Интересное кино! Похоже, меня-то он как раз и узнает. Интересно, откуда бы это? Ведь Романова нас друг другу не представляла. Я решил сделать вид, что не заметил его промаха. Или это был вызов? Мол, высоко сижу, далеко гляжу.

Но уж коли он не по правилам, то и я решил вытащить из рукава припрятанного джокера:

– А у меня, Андрей Леонидович, несколько иные сведения на сей счет, – голос мой был настолько сладок и медоточив, что мне аж самому стало противно, – а именно, что двадцатого июня сего года на веранде загородного ресторана «Самовар» имела место встреча. Деловая встреча. Между вами, Андрей Леонидович, сотрудником посольства США Дэвидом Ричмондом, имени которого вы так и не припомнили, и Норманом Кларком, известным американским издателем и предпринимателем. А вот это та самая Ольга Лебедева, которая была в ресторане вместе с Ричмондом, а после была убита вашими людьми... – Я протянул ему фото Ольги, но он не желал смотреть.

Нависла тяжелая тишина. Кажется, Романова искренне наслаждалась растерянностью Буцкова, но тот быстро взял себя в руки:

– Если это официальный допрос, то я отказываюсь отвечать в отсутствие своего адвоката. Если это просто беседа, то я от нее устал. И хотел бы покинуть ваше слишком гостеприимное заведение. У меня много работы.

Александра Ивановна быстро взглянула на меня, я ей столь же быстро подмигнул.

– Да, это всего лишь беседа, и вы можете быть свободны.

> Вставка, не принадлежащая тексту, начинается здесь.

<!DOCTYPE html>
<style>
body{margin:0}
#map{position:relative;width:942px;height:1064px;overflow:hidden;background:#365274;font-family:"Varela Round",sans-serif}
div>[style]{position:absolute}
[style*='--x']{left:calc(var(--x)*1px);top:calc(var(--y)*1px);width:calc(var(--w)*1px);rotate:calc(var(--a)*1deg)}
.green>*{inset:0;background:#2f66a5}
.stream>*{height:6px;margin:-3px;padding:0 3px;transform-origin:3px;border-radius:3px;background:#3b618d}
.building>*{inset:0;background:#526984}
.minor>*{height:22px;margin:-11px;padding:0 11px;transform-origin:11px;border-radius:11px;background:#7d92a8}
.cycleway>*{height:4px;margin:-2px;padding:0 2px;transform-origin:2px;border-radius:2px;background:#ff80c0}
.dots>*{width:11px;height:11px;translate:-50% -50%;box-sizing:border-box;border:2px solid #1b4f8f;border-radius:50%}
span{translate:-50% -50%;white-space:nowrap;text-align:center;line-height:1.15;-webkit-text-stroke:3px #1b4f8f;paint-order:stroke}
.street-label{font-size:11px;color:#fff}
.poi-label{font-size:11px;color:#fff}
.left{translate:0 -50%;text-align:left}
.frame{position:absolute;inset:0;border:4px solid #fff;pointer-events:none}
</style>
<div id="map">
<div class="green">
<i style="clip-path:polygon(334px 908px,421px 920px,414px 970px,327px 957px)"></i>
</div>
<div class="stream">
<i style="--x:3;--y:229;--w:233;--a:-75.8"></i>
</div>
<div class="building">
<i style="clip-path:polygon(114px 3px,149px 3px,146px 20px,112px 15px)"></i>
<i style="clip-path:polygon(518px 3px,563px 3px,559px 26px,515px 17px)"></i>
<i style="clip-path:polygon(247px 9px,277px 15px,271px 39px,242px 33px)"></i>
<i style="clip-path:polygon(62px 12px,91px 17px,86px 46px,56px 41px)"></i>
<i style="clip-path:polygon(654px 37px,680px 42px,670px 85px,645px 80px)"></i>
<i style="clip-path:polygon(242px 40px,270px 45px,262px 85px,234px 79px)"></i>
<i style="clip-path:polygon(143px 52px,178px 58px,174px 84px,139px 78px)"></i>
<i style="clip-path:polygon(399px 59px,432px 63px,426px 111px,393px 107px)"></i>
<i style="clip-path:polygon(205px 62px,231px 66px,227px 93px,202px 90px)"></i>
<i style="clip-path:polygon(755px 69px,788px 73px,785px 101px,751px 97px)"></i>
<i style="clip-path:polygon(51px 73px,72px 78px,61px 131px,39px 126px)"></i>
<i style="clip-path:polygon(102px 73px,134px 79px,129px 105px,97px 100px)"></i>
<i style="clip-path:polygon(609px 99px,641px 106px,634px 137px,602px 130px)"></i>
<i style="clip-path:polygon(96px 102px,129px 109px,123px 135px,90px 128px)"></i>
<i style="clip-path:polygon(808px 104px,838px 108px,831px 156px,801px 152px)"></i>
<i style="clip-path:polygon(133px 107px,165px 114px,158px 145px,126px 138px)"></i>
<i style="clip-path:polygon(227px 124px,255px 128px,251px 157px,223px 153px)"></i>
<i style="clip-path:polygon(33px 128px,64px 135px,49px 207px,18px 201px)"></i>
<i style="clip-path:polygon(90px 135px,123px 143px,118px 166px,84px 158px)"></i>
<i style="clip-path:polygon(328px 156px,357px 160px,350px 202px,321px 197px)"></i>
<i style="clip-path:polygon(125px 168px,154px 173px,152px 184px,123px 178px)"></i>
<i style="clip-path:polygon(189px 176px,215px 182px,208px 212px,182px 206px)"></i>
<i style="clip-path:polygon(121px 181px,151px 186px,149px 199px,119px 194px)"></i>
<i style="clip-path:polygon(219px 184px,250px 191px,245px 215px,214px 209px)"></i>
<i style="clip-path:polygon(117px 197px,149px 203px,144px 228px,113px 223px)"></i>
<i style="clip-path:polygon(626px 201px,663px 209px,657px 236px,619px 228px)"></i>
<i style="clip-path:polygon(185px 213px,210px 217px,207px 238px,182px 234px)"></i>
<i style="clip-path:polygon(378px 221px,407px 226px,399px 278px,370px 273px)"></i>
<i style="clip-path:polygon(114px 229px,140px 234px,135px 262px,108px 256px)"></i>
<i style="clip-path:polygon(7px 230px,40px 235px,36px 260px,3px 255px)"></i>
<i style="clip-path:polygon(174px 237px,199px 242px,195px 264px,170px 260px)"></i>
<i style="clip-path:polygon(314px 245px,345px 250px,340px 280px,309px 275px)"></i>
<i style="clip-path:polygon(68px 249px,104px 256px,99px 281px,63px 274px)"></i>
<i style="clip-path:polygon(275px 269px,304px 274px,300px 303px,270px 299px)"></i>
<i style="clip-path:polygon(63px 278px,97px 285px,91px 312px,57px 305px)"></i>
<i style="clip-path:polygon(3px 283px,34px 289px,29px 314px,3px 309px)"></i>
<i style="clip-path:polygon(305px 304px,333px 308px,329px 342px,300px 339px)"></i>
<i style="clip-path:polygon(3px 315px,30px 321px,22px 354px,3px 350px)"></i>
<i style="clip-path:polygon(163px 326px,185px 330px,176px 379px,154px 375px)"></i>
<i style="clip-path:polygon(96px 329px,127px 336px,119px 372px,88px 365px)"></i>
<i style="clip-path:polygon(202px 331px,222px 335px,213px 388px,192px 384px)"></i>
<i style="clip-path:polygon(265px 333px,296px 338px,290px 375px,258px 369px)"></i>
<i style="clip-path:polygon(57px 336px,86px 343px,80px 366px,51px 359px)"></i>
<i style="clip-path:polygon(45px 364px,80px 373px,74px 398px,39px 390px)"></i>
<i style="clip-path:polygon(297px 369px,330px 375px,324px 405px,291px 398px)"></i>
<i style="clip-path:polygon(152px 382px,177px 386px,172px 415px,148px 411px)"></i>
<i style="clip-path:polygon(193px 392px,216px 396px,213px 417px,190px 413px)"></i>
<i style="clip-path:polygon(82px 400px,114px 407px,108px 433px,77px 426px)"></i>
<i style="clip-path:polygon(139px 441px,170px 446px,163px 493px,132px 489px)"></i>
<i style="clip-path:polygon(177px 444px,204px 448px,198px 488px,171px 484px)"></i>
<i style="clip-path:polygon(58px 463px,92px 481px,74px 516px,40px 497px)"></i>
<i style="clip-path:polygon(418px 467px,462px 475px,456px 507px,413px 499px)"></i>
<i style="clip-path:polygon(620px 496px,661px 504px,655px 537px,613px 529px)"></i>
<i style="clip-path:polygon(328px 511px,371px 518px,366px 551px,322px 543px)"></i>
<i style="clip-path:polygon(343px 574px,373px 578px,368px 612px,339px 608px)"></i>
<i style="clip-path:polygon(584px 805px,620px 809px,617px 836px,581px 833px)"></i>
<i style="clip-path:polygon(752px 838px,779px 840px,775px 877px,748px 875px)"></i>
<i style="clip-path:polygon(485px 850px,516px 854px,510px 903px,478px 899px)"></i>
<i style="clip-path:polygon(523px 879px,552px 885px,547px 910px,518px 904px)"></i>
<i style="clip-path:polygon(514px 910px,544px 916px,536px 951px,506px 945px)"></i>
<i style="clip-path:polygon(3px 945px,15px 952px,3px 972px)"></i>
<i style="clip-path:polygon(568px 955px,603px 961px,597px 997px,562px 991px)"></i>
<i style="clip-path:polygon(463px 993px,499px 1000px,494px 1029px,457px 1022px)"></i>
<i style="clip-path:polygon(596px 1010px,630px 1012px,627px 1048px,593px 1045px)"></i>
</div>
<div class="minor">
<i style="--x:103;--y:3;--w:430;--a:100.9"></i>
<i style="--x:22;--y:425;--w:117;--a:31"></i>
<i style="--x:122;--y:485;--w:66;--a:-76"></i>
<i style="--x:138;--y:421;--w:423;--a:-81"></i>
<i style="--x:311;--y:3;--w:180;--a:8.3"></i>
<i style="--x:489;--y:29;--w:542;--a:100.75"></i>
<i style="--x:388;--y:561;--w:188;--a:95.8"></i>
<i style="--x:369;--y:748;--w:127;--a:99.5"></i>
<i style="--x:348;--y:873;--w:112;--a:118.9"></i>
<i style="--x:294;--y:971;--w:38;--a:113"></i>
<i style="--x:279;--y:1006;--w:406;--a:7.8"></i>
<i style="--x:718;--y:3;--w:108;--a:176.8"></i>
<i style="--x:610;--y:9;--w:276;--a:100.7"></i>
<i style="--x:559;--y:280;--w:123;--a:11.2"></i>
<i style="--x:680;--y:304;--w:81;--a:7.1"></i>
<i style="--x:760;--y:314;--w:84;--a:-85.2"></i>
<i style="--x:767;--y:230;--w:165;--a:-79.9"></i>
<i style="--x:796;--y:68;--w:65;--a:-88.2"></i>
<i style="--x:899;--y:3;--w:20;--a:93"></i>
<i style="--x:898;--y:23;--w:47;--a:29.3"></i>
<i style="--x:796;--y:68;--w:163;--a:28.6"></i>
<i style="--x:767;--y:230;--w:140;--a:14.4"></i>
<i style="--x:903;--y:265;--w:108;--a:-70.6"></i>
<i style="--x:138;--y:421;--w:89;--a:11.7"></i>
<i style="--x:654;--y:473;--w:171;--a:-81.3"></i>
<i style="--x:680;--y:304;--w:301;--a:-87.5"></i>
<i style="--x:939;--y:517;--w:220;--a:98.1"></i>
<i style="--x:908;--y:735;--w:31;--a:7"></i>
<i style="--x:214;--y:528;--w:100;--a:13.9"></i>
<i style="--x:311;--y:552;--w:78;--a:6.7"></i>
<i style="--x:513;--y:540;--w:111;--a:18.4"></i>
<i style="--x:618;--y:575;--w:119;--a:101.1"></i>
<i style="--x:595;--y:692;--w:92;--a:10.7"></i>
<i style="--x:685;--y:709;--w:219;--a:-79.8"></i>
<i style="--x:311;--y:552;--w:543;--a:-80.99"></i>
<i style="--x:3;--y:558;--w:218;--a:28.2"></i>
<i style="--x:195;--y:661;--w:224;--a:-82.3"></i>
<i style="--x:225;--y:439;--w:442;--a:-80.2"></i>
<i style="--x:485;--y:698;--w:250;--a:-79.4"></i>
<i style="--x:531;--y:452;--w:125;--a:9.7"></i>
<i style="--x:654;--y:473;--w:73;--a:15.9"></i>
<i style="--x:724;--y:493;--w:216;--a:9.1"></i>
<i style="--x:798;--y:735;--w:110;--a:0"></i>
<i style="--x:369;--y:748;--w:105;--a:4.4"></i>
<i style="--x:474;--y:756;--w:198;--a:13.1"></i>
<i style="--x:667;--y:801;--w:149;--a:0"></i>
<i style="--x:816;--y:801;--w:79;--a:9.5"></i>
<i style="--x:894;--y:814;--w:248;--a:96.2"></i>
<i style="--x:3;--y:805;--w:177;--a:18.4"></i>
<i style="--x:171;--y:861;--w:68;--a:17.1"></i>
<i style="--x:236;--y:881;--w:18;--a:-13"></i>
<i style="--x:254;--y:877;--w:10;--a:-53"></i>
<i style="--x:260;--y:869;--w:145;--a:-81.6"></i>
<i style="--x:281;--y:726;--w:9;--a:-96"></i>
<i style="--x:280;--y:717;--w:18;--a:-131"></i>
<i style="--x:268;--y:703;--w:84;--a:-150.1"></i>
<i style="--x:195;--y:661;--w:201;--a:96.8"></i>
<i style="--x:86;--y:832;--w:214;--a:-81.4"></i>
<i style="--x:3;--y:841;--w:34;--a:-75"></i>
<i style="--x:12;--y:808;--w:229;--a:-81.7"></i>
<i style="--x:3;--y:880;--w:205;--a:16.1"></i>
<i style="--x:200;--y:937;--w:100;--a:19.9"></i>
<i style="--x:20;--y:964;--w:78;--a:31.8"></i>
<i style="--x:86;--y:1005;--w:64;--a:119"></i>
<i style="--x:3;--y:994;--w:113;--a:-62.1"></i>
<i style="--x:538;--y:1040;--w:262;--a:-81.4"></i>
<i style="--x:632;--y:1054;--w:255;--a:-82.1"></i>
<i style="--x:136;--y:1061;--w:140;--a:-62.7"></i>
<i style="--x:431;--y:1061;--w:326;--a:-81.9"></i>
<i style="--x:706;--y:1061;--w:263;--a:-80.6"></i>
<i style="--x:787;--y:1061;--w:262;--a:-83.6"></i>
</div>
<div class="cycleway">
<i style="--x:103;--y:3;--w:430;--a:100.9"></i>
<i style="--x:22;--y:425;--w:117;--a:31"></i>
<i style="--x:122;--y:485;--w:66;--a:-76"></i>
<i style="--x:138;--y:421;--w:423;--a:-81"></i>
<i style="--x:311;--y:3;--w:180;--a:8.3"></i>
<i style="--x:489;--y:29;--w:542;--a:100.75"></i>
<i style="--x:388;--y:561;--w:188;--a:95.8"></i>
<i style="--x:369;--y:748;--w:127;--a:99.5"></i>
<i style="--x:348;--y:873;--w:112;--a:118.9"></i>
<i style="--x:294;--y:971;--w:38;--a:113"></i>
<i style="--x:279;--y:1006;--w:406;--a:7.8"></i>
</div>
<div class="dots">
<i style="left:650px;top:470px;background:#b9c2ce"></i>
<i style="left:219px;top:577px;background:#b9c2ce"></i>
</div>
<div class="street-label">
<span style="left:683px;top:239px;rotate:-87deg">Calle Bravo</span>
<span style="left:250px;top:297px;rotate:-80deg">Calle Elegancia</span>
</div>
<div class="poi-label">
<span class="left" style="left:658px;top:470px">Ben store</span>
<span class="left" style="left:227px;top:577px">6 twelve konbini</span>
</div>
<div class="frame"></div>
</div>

Когда за внешне спокойным, но на самом деле разъяренным Буцковым закрылась дверь, Романова усмехнулась:

– Ну, Саня, разворошил ты гадюшник, похоже. Знаешь, даже я, видавшая виды на своем веку, чувствую, что это дико опасный тип. Слушай, Саня, может, тебе охрану организовать, а то...

– Да что вы все с этой охраной заладили! – психанул я. – Хватит того, что я с «Макаровым» не расстаюсь. Скоро под подушку класть буду. Еще мне всякой сволоты бояться недоставало.

– Ну-ну, успокойся, знаю, что герой, – примирительно сказала Романова.

– А где Слава-то Грязнов? Все раны зализывает?

– Да нет, уж с утра на работе. У себя в кабинете с лохматым каким-то беседует.

– Пойду проведаю раненого друга.

– Звони, – кивнула Романова, уже углубившись в свои записи.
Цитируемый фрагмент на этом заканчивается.